From Champaran Gandhi went to Ahmedabad, where textile workers were fighting for more pay and shorter hours. Gandhi argued their case before the mill owners, some of whom were his friends and supporters. He suggested the issues be submitted to an arbitrator, but the owners refused and he advised the men to strike.
After two weeks the strikers began to weaken and talked of going back to the mills. Encouraging them to hold out longer, Gandhi spontaneously said, “Unless [you] rally and continue the strike … I will not touch any food.” To make his intentions unmistakable he added, “My fast … will be broken only after the strike is settled.”
Fasting was not new to Gandhi. During his youth, under the influence of his ascetic mother, he had sometimes fasted. At Tolstoy Farm in South Africa he continually experimented with eating and not eating and each fast meant another victory for self-restraint. When his followers at the farm failed to maintain the high standards he set for them he took their penance on himself, fasting once for seven and once for fourteen days.
This time he fasted to pressure the mill owners to agree to his terms. Unwilling to allow him to suffer, they accepted arbitration after three days. Gandhi had discovered another potent weapon which could be used against men of conscience.
His next campaign was in behalf of the peasants in the Kheda district of western India. Their crops had failed and, facing famine, the people had asked the government to suspend their taxes. Gandhi won a compromise by which the rich farmers paid taxes and the poor ones didn’t. His larger victory, however, was in awakening the peasants to their rights and in lining up liberals and intellectuals to support the peasants they had once disdained.
Throughout this period, the butchery of World War I continued indecisively.
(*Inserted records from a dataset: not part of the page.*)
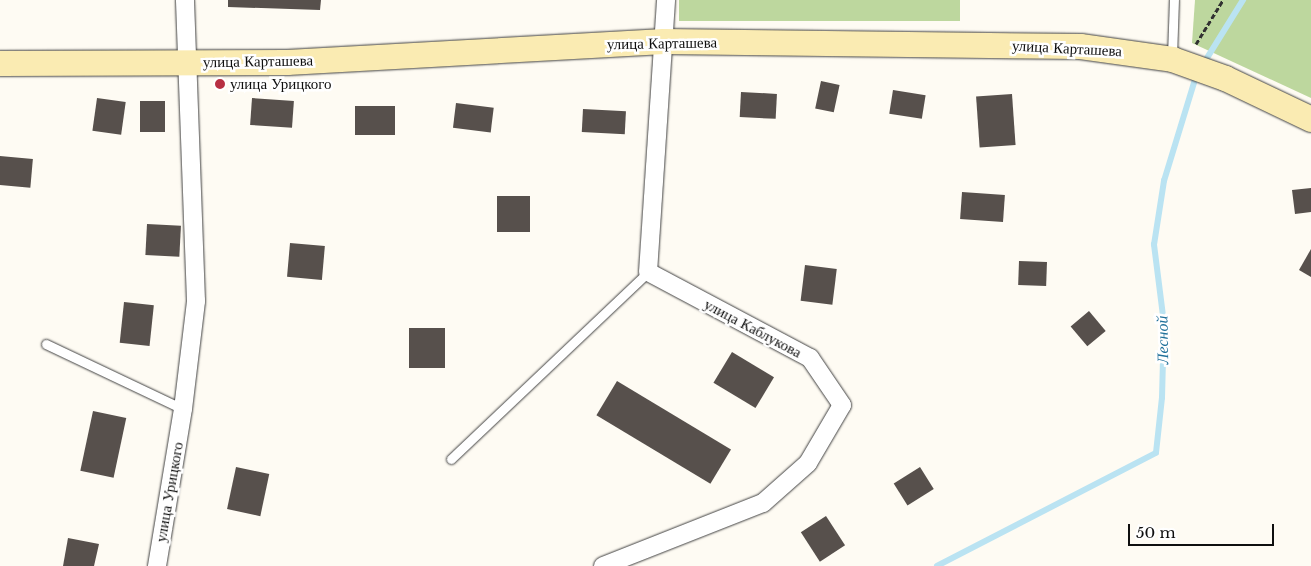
<!DOCTYPE html>
<meta charset="utf-8">
<style>
body{margin:0}
#map{position:relative;width:1311px;height:566px;overflow:hidden;background:#fefbf3;font-family:"Libre Baskerville",serif}
div>[style]{position:absolute}
.forest>*{inset:0;background:#bdd79e;transform-origin:0 0}
.stream>*{height:5.5px;margin:-2.75px;padding:0 2.75px;transform-origin:2.75px;border-radius:2.75px;background:#bae3f2}
.building>*{inset:0;background:#57504c;transform-origin:0 0}
.path>*{height:3px;margin-top:-1.5px;transform-origin:0;background:repeating-linear-gradient(90deg,#313131 0 5px,transparent 0 7.5px)}
.roads{filter:drop-shadow(0 0 1px #424242) drop-shadow(0 0 1px #424242)}
.lane>*{height:9px;margin:-4.5px;padding:0 4.5px;transform-origin:4.5px;border-radius:4.5px;background:#fff}
.street>*{height:18px;margin:-9px;padding:0 9px;transform-origin:9px;border-radius:9px;background:#fff}
.secondary>*{height:25px;margin:-12.5px;padding:0 12.5px;transform-origin:12.5px;border-radius:12.5px;background:#faebb2}
.dots>*{width:14px;height:14px;translate:-50% -50%;box-sizing:border-box;border:2px solid #fff;border-radius:50%}
span{translate:-50% -50%;white-space:nowrap;text-align:center;line-height:1.15;-webkit-text-stroke:5px #fff;paint-order:stroke}
.street-label{font-size:15px;color:#0f0f0f}
.poi-label{font-size:15px;color:#0f0f0f}
.left{translate:0 -50%;text-align:left}
.water-label{font-size:16px;color:#20709a;font-style:italic}
.scale{position:absolute;left:1128px;top:524px;width:146px;height:22px;box-sizing:border-box;border:2px solid #0f0f0f;border-top:0;padding-left:6px;font-size:15px;line-height:18px;white-space:nowrap;color:#0f0f0f;-webkit-text-stroke:4px #fff;paint-order:stroke}
</style>
<div id="map">
<div class="forest">
<div style="left:679px;top:0;width:281px;height:21px"></div>
<div style="clip-path:polygon(1195px 0,1311px 0,1311px 98px,1192px 43px)"></div>
</div>
<div class="stream">
<div style="left:1204px;top:63px;width:74px;rotate:-58.2deg"></div>
<div style="left:937px;top:566px;width:246px;rotate:-27.3deg"></div>
<div style="left:1156px;top:453px;width:55px;rotate:-83.8deg"></div>
<div style="left:1162px;top:398px;width:74px;rotate:-88.5deg"></div>
<div style="left:1164px;top:324px;width:80px;rotate:-97.2deg"></div>
<div style="left:1154px;top:245px;width:65px;rotate:-81.1deg"></div>
<div style="left:1164px;top:181px;width:113px;rotate:-73deg"></div>
</div>
<div class="building">
<div style="clip-path:polygon(228px 0,321px 0,320px 10px,228px 7px)"></div>
<div style="left:821px;top:81px;width:19px;height:28px;rotate:12deg"></div>
<div style="left:893px;top:90px;width:33px;height:24px;rotate:9deg"></div>
<div style="left:741px;top:92px;width:36px;height:25px;rotate:3deg"></div>
<div style="left:1012px;top:94px;width:51px;height:36px;rotate:86deg"></div>
<div style="left:97px;top:98px;width:29px;height:33px;rotate:8deg"></div>
<div style="left:252px;top:98px;width:42px;height:27px;rotate:4deg"></div>
<div style="left:140px;top:101px;width:25px;height:31px"></div>
<div style="left:456px;top:103px;width:38px;height:25px;rotate:7deg"></div>
<div style="left:355px;top:106px;width:40px;height:29px"></div>
<div style="left:583px;top:109px;width:43px;height:23px;rotate:3deg"></div>
<div style="left:0;top:156px;width:33px;height:29px;rotate:5deg"></div>
<div style="clip-path:polygon(1311px 188px,1311px 212px,1295px 214px,1292px 190px)"></div>
<div style="left:962px;top:192px;width:43px;height:27px;rotate:4deg"></div>
<div style="left:497px;top:196px;width:33px;height:36px"></div>
<div style="left:147px;top:224px;width:34px;height:31px;rotate:3deg"></div>
<div style="left:290px;top:243px;width:35px;height:34px;rotate:5deg"></div>
<div style="clip-path:polygon(1311px 249px,1311px 277px,1299px 270px)"></div>
<div style="left:1019px;top:261px;width:28px;height:24px;rotate:2deg"></div>
<div style="left:805px;top:265px;width:32px;height:36px;rotate:7deg"></div>
<div style="left:124px;top:302px;width:30px;height:41px;rotate:6deg"></div>
<div style="left:1089px;top:311px;width:26px;height:24px;rotate:50deg"></div>
<div style="left:409px;top:328px;width:36px;height:40px"></div>
<div style="left:732px;top:352px;width:49px;height:36px;rotate:31deg"></div>
<div style="left:617px;top:381px;width:133px;height:40px;rotate:31deg"></div>
<div style="left:93px;top:411px;width:34px;height:61px;rotate:12deg"></div>
<div style="left:236px;top:467px;width:34px;height:43px;rotate:12deg"></div>
<div style="left:920px;top:467px;width:26px;height:31px;rotate:58deg"></div>
<div style="left:826px;top:516px;width:35px;height:30px;rotate:57deg"></div>
<div style="clip-path:polygon(68px 538px,99px 544px,94px 566px,63px 566px)"></div>
</div>
<div class="path">
<div style="left:1196px;top:44px;width:52px;rotate:-58.5deg"></div>
</div>
<div class="roads">
<div class="lane">
<div style="left:1172px;top:56px;width:56px;rotate:-88deg"></div>
<div style="left:46px;top:344px;width:152px;rotate:25.4deg"></div>
<div style="left:451px;top:459px;width:272px;rotate:-43.5deg"></div>
</div>
<div class="street">
<div style="left:157px;top:566px;width:159px;rotate:-80.6deg"></div>
<div style="left:183px;top:409px;width:109px;rotate:-83.1deg"></div>
<div style="left:196px;top:301px;width:301px;rotate:-92.1deg"></div>
<div style="left:603px;top:566px;width:172px;rotate:-21.5deg"></div>
<div style="left:763px;top:503px;width:60px;rotate:-41.6deg"></div>
<div style="left:808px;top:463px;width:67px;rotate:-59.6deg"></div>
<div style="left:842px;top:405px;width:57px;rotate:-124.2deg"></div>
<div style="left:810px;top:358px;width:183px;rotate:-152deg"></div>
<div style="left:648px;top:272px;width:273px;rotate:-86.2deg"></div>
</div>
<div class="secondary">
<div style="left:0;top:63px;width:287px;rotate:-0.2deg"></div>
<div style="left:287px;top:62px;width:377px;rotate:-3.2deg"></div>
<div style="left:663px;top:41px;width:417px;rotate:0.7deg"></div>
<div style="left:1080px;top:46px;width:93px;rotate:8deg"></div>
<div style="left:1172px;top:59px;width:56px;rotate:19.7deg"></div>
<div style="left:1225px;top:78px;width:95px;rotate:25.5deg"></div>
</div>
</div>
<div class="dots">
<div style="left:220px;top:84px;background:#b73043"></div>
</div>
<div class="street-label">
<span style="left:662px;top:43px;rotate:-1deg">улица Карташева</span>
<span style="left:1067px;top:48px;rotate:3deg">улица Карташева</span>
<span style="left:258px;top:61px;rotate:-1deg">улица Карташева</span>
<span style="left:753px;top:328px;rotate:28deg">улица Каблукова</span>
<span style="left:169px;top:492px;rotate:-80deg">улица Урицкого</span>
</div>
<div class="poi-label">
<span class="left" style="left:230px;top:84px">улица Урицкого</span>
</div>
<div class="water-label">
<span style="left:1162px;top:340px;rotate:-91deg">Лесной</span>
</div>
<div class="scale">50 m</div>
</div>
In July, 1918, Gandhi attempted to recruit Indian soldiers for the British army. “If we serve to save the Empire,” he argued unconvincingly, “we have in that very act secured home rule.” But he won few recruits and instead was stricken with a protracted case of dysentery. Certain he was dying, he had verses of the Gita read to him. Doctors recommended milk to restore his strength but it would have violated an anti-milk vow he had taken.
Then Kasturbai, his wife, shrewdly observed he had directed his vow only against the milk of cows and buffaloes. “You cannot have any objection to goat’s milk,” she argued.
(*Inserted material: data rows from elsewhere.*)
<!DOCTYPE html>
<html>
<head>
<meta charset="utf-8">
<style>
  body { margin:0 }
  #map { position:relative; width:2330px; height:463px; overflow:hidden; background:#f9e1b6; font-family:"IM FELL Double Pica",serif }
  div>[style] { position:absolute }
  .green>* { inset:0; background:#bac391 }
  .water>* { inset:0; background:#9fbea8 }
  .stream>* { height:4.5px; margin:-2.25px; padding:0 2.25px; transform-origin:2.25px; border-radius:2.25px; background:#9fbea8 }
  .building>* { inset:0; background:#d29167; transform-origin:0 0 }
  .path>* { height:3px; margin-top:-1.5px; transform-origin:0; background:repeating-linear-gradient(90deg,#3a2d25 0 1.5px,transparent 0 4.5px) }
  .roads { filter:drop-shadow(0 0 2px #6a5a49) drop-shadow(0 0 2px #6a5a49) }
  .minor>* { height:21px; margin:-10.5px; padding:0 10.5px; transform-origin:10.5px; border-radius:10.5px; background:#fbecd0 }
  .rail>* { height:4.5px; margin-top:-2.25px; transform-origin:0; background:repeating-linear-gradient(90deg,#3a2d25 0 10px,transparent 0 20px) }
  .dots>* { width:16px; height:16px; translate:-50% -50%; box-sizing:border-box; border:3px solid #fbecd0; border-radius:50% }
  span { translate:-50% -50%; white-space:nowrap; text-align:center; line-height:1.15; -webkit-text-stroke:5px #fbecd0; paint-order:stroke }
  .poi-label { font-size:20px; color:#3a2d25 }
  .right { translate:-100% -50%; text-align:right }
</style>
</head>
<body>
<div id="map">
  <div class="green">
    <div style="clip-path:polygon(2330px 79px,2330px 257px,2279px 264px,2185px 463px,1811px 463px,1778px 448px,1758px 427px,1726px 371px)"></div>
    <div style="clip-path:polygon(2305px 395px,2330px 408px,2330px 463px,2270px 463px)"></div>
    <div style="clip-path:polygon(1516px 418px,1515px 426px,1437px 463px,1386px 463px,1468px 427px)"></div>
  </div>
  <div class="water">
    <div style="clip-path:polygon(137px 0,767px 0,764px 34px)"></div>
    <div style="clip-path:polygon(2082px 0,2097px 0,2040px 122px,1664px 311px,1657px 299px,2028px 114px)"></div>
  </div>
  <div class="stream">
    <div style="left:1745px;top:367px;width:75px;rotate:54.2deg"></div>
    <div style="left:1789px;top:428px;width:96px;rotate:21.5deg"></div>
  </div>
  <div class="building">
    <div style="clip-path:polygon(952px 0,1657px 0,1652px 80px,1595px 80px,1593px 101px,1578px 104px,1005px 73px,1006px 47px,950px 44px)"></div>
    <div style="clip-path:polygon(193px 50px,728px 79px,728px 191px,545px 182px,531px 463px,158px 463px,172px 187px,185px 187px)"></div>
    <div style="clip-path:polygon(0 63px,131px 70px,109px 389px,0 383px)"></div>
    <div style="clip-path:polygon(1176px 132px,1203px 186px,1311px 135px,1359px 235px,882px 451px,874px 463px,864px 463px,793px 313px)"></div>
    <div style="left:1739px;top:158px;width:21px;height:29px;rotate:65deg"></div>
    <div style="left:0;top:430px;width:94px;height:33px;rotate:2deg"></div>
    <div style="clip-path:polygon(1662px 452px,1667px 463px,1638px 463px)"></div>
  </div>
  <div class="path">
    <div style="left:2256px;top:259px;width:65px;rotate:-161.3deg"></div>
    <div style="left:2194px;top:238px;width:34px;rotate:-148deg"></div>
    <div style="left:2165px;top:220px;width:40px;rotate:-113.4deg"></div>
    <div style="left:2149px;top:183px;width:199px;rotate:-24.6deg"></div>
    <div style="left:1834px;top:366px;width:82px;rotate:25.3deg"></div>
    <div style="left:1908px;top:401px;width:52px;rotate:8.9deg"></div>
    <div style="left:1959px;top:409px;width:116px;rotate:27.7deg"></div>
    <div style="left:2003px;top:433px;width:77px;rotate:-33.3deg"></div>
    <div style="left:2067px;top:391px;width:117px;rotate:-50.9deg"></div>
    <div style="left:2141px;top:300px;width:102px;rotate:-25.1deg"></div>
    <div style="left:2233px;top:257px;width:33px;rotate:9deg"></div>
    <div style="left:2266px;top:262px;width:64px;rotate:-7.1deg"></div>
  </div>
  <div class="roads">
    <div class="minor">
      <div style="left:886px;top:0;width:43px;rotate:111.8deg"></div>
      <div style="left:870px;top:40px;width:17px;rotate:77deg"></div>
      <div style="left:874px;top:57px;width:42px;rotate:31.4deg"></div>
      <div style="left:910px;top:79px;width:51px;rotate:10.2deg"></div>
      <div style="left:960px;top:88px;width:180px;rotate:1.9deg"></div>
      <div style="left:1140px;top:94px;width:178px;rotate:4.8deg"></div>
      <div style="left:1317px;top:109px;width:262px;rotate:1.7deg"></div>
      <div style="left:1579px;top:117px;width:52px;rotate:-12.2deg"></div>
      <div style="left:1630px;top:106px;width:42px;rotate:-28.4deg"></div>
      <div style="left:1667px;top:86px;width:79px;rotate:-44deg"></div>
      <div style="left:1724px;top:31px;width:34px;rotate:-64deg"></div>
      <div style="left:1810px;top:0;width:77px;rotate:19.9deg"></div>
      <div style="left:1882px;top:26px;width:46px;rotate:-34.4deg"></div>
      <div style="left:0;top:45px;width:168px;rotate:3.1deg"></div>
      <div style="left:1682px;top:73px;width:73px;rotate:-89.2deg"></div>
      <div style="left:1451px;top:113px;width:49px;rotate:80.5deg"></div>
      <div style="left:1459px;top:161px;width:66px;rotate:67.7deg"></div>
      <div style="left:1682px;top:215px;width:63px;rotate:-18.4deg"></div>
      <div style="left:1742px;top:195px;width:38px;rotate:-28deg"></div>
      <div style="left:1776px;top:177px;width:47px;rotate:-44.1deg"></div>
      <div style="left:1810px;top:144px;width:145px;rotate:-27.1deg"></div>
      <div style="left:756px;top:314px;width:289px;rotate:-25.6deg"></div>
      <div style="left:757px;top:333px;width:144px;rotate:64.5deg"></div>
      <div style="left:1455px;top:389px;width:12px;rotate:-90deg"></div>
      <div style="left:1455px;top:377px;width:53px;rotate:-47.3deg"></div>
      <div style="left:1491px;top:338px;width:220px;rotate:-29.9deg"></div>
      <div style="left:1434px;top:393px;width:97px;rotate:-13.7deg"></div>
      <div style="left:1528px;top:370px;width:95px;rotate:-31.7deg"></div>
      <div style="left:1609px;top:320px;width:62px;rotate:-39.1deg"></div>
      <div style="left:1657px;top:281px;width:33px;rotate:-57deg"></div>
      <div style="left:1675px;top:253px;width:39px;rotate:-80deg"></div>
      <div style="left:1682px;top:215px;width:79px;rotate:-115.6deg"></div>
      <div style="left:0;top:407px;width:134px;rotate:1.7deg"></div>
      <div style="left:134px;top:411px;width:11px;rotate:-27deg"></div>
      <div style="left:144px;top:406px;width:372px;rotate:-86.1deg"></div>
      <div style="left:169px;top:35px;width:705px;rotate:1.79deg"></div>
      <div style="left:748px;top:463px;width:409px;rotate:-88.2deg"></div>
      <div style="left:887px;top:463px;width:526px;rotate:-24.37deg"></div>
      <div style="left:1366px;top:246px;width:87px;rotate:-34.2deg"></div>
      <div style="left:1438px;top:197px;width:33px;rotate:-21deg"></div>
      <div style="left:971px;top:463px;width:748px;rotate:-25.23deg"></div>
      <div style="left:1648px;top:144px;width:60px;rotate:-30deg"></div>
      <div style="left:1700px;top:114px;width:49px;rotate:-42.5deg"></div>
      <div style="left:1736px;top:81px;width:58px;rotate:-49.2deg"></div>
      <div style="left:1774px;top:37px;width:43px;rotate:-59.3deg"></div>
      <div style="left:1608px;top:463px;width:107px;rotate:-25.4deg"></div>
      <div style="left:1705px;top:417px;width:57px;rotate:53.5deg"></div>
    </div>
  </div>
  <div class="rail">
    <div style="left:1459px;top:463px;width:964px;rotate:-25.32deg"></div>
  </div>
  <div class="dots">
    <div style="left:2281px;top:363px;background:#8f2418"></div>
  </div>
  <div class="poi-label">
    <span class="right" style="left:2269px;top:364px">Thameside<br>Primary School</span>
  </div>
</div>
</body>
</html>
Gandhi knew he was betraying the spirit if not the letter of his intentions, but he conceded and drank goat’s milk for the rest of his life. “The will to live proved to be stronger than the devotion to truth,” he wrote sadly.
During Gandhi’s slow recovery, World War I ended and a fresh chapter in English oppression began. During the war, many Indian nationalists had been jailed for criticizing the British, and the Indian press had been censored. The Indian people expected to have their civil liberties restored at the end of the war; instead, a British commission headed by Sir Sidney Rowlatt went to India to study the situation and recommended that measures suppressing free speech, free press, and the right of assembly be continued.
The Rowlatt proposals became law on March 18, 1919. The following morning Gandhi said to a friend, “The idea came to me last night in a dream that we should call upon the country to observe a general hartal.”
A hartal is a strike. An epic satyagraha campaign was about to begin with Gandhi as its undisputed leader and freedom from Britain as its inevitable consequence.